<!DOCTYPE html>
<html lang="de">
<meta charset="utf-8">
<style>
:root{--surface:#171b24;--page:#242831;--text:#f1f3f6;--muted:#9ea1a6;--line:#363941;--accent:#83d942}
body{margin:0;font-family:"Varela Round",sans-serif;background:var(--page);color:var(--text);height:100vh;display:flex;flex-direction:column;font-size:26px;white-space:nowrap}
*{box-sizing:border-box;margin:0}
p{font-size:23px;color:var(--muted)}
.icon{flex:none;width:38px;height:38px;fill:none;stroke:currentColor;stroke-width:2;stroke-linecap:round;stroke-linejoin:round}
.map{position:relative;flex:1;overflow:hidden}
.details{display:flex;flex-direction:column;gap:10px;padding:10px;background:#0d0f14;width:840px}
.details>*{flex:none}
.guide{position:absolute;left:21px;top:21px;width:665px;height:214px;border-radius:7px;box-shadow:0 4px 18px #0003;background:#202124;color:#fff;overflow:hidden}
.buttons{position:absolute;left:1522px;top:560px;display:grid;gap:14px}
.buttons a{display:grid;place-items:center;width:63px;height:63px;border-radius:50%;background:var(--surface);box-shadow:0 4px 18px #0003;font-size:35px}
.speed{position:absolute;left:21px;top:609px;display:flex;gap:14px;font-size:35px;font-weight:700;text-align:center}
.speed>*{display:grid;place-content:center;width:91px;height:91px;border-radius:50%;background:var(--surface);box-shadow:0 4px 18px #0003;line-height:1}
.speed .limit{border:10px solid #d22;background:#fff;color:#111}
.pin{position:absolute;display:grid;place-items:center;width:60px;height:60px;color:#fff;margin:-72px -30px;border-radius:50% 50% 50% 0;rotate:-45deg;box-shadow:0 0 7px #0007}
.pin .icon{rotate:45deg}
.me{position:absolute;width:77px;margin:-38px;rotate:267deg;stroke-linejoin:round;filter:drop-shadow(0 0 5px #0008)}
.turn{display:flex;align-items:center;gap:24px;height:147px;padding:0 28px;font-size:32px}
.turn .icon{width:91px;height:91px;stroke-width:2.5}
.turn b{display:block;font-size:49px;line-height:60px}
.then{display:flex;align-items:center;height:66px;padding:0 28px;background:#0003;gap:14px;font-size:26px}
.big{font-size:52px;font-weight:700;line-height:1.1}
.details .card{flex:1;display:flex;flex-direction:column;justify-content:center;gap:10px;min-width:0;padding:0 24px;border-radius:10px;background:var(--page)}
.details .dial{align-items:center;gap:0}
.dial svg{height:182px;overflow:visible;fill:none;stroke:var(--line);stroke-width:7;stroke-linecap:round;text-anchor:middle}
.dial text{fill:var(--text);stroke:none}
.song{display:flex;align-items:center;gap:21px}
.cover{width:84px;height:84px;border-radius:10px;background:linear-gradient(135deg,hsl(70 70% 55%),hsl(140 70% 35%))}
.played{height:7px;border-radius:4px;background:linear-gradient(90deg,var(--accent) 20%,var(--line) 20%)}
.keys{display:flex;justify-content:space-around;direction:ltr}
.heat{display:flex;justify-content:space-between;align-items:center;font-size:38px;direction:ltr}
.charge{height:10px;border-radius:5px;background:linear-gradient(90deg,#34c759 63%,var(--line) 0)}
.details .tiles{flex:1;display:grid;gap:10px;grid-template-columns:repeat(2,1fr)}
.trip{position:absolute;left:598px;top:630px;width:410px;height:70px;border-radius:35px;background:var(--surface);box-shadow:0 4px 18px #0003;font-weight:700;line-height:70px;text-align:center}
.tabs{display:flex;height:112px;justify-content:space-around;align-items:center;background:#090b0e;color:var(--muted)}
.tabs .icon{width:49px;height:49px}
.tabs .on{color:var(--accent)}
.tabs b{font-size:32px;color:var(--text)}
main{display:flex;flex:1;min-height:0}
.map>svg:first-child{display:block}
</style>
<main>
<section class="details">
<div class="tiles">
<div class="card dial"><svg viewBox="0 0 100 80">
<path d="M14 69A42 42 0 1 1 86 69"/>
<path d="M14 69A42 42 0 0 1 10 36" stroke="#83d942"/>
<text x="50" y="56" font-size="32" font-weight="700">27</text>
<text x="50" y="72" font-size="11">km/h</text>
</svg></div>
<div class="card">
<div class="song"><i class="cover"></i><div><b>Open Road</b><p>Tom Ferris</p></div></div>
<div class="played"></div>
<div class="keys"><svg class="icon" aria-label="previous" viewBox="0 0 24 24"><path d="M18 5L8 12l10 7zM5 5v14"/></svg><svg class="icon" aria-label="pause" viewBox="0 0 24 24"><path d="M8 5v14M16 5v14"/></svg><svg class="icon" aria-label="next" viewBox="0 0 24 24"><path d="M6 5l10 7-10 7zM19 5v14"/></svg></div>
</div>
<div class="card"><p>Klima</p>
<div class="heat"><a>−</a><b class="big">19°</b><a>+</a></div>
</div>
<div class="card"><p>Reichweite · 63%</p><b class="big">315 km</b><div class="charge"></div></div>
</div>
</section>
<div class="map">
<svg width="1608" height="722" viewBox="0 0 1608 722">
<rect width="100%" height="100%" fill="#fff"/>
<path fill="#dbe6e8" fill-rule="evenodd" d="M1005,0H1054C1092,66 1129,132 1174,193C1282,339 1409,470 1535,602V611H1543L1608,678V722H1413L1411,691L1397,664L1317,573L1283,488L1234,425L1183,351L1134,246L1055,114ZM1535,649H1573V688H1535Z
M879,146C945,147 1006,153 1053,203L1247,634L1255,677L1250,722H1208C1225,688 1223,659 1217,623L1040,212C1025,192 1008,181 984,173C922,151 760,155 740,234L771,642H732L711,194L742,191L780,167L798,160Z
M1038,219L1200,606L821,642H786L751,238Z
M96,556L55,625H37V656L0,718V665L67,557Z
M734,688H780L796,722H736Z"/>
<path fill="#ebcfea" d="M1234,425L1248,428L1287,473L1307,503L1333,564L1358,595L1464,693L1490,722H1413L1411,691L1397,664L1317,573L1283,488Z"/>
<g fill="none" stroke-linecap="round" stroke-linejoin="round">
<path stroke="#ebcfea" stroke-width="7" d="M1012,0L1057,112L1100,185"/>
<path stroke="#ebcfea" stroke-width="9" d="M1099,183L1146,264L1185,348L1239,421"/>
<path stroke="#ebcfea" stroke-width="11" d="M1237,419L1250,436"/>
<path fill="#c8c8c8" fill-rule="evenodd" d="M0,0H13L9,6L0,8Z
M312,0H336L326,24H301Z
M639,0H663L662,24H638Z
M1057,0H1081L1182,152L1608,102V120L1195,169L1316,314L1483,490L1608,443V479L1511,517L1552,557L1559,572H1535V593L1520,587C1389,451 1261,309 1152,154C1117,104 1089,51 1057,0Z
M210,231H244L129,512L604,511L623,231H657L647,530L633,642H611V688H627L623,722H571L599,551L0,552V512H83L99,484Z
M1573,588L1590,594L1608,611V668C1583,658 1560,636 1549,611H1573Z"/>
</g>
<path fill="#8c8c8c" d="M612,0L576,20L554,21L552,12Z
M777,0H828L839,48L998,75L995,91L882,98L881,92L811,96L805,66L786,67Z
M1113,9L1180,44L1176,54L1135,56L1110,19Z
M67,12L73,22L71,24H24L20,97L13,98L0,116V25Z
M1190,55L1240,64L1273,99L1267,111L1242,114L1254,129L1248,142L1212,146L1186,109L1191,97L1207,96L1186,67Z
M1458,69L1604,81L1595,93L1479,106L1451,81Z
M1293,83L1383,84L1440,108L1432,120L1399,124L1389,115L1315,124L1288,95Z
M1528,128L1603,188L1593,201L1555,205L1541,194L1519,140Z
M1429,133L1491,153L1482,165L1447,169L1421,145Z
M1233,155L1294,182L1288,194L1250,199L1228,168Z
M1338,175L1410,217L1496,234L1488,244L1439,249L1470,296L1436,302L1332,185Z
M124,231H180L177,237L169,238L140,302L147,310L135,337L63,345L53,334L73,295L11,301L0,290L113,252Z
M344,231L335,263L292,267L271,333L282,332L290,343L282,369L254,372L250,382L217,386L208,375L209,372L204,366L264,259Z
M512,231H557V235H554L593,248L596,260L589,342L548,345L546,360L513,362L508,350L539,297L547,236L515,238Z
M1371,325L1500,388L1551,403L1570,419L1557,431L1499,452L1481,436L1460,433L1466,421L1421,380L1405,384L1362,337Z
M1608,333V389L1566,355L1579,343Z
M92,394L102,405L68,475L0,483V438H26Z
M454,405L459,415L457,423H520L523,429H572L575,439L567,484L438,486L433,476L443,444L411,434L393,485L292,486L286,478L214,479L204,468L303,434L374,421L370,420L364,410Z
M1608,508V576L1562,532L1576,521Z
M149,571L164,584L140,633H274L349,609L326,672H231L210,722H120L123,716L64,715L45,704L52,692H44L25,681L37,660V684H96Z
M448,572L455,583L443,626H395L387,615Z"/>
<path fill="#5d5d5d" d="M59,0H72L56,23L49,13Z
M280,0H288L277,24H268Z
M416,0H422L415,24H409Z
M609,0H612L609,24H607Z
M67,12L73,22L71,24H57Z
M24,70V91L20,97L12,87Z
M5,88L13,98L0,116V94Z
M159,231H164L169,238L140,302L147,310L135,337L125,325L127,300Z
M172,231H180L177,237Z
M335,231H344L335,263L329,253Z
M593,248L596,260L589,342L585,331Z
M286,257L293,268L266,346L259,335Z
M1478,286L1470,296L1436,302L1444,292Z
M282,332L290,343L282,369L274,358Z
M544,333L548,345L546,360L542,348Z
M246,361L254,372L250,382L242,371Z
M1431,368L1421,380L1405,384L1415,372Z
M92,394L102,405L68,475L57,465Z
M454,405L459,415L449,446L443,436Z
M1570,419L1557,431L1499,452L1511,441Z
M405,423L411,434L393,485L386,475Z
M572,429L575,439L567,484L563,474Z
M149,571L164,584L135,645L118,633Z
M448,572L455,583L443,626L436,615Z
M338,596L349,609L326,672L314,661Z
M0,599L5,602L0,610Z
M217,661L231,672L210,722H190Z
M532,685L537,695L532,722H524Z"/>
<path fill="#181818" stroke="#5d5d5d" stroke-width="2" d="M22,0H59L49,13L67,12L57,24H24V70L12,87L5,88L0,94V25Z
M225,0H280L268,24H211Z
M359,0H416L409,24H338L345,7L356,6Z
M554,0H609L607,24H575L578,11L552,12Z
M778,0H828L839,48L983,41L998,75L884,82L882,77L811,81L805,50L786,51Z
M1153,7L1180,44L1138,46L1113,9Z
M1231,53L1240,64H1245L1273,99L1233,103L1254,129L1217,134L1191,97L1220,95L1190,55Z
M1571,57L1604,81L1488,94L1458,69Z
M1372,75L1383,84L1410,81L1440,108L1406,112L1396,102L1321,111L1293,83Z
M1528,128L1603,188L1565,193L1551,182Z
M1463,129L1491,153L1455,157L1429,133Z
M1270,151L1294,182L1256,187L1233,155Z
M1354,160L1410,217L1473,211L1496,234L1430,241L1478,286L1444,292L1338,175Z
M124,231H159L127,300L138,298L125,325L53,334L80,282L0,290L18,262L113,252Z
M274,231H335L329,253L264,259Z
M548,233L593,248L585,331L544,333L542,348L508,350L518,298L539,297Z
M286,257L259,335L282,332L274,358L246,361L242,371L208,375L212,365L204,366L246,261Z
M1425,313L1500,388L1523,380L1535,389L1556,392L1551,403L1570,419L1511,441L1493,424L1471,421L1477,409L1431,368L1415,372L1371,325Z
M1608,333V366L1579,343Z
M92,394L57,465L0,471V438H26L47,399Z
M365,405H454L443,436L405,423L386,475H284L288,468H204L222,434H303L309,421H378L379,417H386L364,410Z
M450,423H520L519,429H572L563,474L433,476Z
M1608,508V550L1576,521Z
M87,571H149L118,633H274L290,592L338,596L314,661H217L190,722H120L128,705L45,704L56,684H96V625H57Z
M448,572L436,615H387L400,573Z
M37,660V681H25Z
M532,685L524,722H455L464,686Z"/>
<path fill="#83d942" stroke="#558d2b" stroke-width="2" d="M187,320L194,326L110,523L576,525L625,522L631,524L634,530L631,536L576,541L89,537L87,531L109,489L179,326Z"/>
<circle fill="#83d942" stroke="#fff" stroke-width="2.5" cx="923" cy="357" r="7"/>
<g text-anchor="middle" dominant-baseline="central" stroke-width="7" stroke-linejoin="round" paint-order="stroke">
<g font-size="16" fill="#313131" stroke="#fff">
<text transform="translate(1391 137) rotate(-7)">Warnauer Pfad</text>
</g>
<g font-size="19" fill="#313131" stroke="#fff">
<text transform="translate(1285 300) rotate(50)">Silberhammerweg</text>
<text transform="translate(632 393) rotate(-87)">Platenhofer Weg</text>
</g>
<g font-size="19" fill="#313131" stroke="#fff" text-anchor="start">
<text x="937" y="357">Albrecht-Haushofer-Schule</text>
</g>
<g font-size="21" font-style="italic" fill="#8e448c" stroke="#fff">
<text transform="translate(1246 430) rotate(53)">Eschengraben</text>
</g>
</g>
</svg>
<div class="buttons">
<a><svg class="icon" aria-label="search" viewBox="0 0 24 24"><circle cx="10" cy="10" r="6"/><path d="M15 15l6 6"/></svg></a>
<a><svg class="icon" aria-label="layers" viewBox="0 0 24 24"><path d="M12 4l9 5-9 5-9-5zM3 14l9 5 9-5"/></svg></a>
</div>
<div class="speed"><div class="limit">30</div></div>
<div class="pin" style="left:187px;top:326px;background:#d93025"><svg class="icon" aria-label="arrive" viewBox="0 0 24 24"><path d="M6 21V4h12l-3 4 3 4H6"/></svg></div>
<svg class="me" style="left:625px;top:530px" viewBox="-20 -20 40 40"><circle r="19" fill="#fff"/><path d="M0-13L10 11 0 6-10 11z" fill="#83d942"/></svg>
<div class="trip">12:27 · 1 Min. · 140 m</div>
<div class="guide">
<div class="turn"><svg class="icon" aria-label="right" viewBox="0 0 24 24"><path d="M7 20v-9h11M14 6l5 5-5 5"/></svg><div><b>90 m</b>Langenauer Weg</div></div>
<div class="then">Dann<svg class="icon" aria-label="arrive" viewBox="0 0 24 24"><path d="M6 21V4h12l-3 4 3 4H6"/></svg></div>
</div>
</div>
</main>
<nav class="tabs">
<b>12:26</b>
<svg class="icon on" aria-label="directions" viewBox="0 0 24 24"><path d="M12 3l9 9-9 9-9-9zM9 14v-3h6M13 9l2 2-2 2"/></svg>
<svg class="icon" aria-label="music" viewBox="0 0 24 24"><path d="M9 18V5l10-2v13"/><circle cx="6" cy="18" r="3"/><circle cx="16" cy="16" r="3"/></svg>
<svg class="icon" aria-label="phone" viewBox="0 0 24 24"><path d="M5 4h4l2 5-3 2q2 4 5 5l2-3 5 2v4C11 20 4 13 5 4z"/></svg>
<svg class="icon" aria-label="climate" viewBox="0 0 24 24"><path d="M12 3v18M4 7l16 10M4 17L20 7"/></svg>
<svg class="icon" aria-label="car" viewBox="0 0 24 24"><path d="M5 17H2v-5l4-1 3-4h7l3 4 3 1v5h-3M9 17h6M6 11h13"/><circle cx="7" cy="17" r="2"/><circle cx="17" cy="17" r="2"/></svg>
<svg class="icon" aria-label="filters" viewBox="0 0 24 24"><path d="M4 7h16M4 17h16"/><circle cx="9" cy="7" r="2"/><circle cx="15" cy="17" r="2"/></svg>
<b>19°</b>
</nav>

__PROBLEM STATEMENT__: Determine how many lines of the data include the word "overflow". Reply with the count and no other text.

__ANSWER__: 3